Si l’épouvantail du défaut de paiement n’est pas encore agité, ces remous dans les économies émergentes doivent-ils malgré tout inquiéter les pays les plus développés ? « Il y a un risque de contagion à certaines économies développées, qui lui-même peut se diffuser au reste de l’économie. [On pensera] typiquement [à] l’Allemagne ou [au] Japon, deux économies industrialisées qui aujourd’hui sont confrontées à la raréfaction de la demande internationale », craint Véronique Riche-Florès.

« La tempête sur les marchés émergents se renforce, mais pour le moment les économies développées résistent plutôt bien », note la banque allemande LBBW dans une analyse, rappelant les excellentes performances des indicateurs américains.

Pour stopper la descente aux enfers de leurs devises, les pays émergents ont pour l’heure adopté des mesures différentes, aux effets encore limités. L’Argentine a appelé le FMI à la rescousse, l’Indonésie a remonté ses taux d’intérêt en août et la Turquie a, entre autres mesures, augmenté les prélèvements sur les comptes à terme en devises étrangères.

Guerre commerciale

S’ajoutent les effets des tensions commerciales. « Les économies émergentes, très dépendantes du commerce international, ont été affectées sérieusement au deuxième trimestre. Les volumes des exportations ont diminué au rythme annualisé de 2 %. Résultat : les révisions des bénéfices (des entreprises) sont devenues négatives pour la première fois depuis 2016 », ont noté les analystes de la Banque Nationale.

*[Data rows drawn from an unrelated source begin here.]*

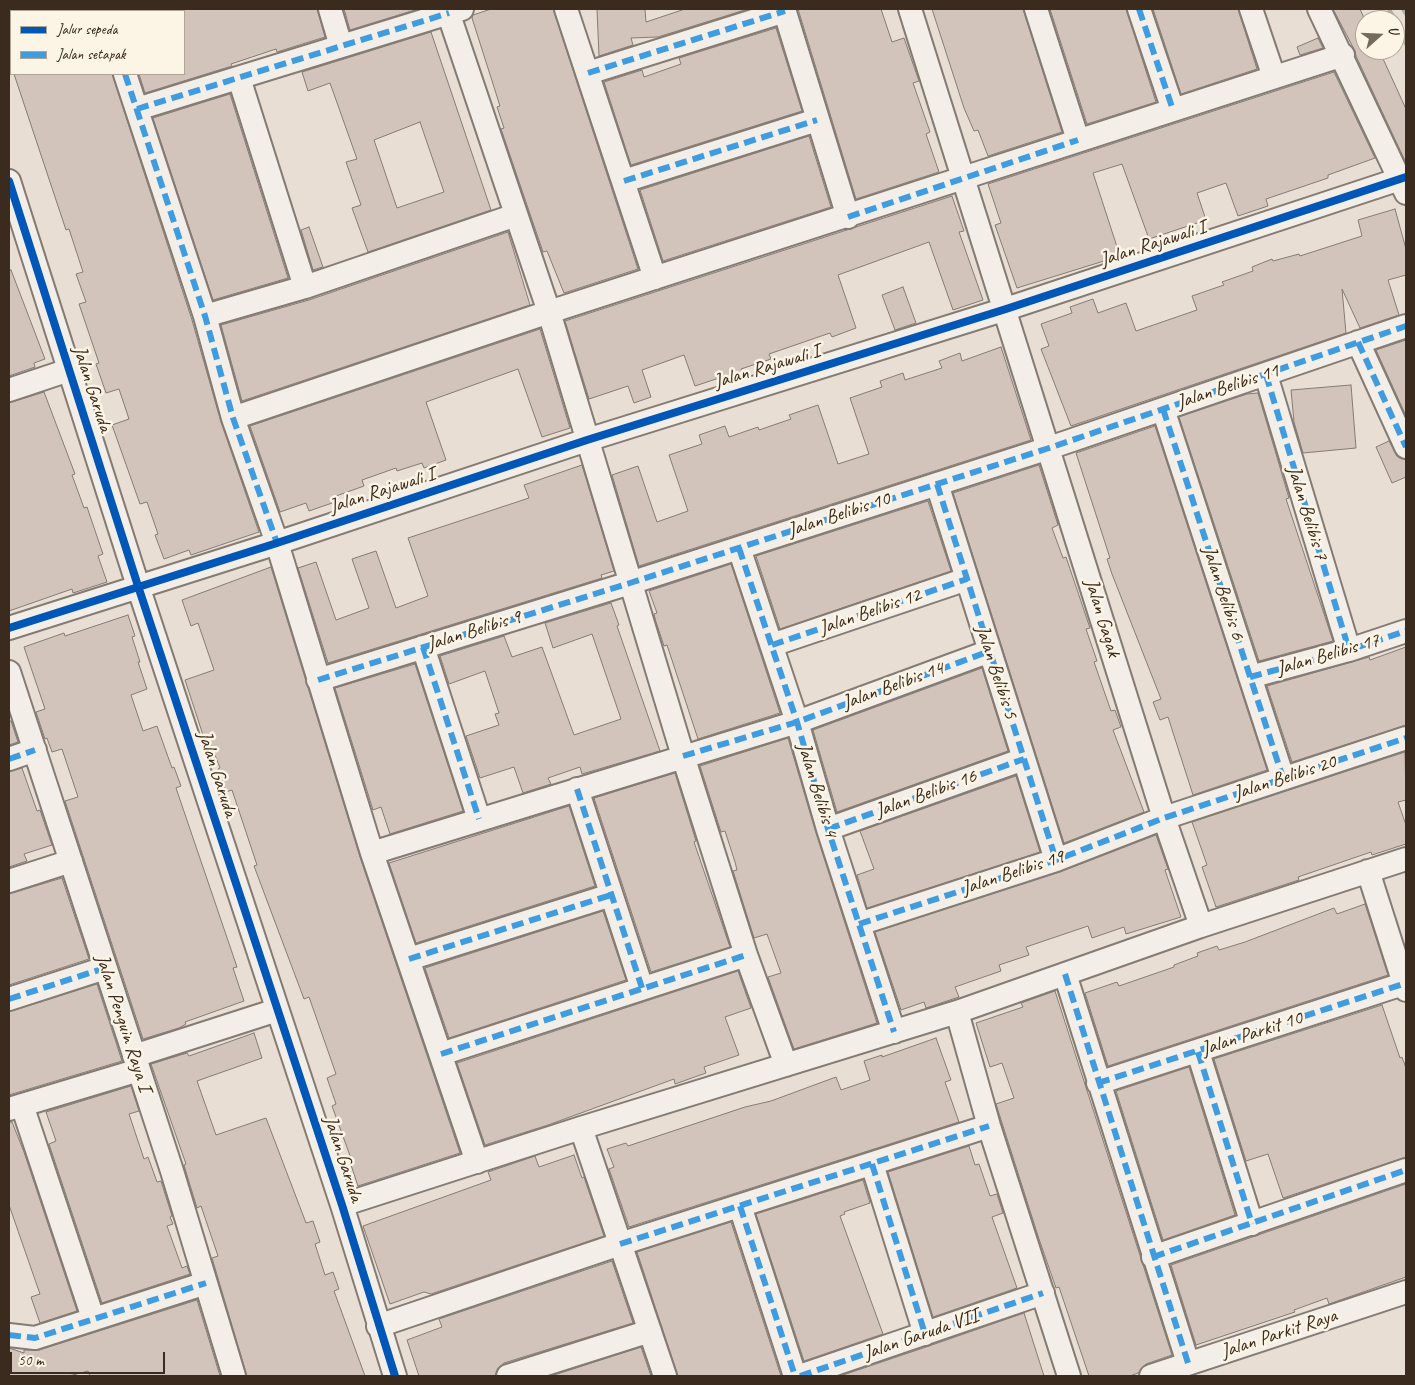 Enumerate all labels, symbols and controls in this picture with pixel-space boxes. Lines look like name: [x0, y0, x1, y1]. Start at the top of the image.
legend: [10, 10, 185, 75]
north arrow: [1355, 10, 1405, 60]
text: Jalur sepeda: [57, 20, 118, 39]
text: U: [1384, 24, 1403, 36]
text: Jalan setapak: [57, 45, 126, 64]
street label: Jalan Rajawali I: [1097, 216, 1209, 272]
street label: Jalan Rajawali I: [711, 339, 823, 395]
street label: Jalan Garuda: [67, 343, 117, 435]
street label: Jalan Belibis 11: [1174, 359, 1282, 415]
street label: Jalan Rajawali I: [326, 463, 438, 519]
street label: Jalan Belibis 7: [1281, 463, 1333, 563]
street label: Jalan Belibis 10: [785, 487, 893, 543]
street label: Jalan Belibis 6: [1197, 543, 1249, 643]
street label: Jalan Gagak: [1079, 576, 1125, 660]
street label: Jalan Belibis 12: [816, 583, 924, 641]
street label: Jalan Belibis 9: [424, 605, 524, 657]
street label: Jalan Belibis 5: [970, 622, 1022, 722]
street label: Jalan Belibis 17: [1274, 629, 1382, 681]
street label: Jalan Belibis 14: [839, 657, 947, 715]
street label: Jalan Garuda: [192, 728, 242, 820]
street label: Jalan Belibis 4: [791, 740, 843, 840]
street label: Jalan Belibis 20: [1231, 750, 1339, 806]
street label: Jalan Belibis 16: [872, 765, 980, 823]
street label: Jalan Belibis 19: [959, 845, 1067, 901]
street label: Jalan Penguin Raya I: [90, 951, 156, 1095]
street label: Jalan Parkit 10: [1198, 1006, 1306, 1062]
street label: Jalan Garuda: [318, 1113, 368, 1205]
street label: Jalan Garuda VII: [860, 1304, 982, 1366]
street label: Jalan Parkit Raya: [1218, 1304, 1340, 1364]
scale bar: [12, 1342, 168, 1374]
text: 50 m: [18, 1351, 44, 1370]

Pour couronner le tout, le Wall Street Journal rapportait récemment que le gouvernement Trump réexamine les exemptions de tarifs douaniers qui avaient été accordées à des pays plus pauvres pour promouvoir leur développement économique. L’Inde, la Thaïlande et le Brésil sont les plus exposés à ce programme. « Nous espérons que la Maison-Blanche est consciente que les économies émergentes comptent pour près de 60 % du PIB mondial (en hausse depuis l’époque de la crise asiatique où elles ne représentaient que 42 %) et que l’appréciation du dollar américain due à la réaction d’aversion pour le risque compromettra à la fois la croissance mondiale et les perspectives de bénéfice des entreprises américaines », ont mis en exergue les analystes de la Nationale.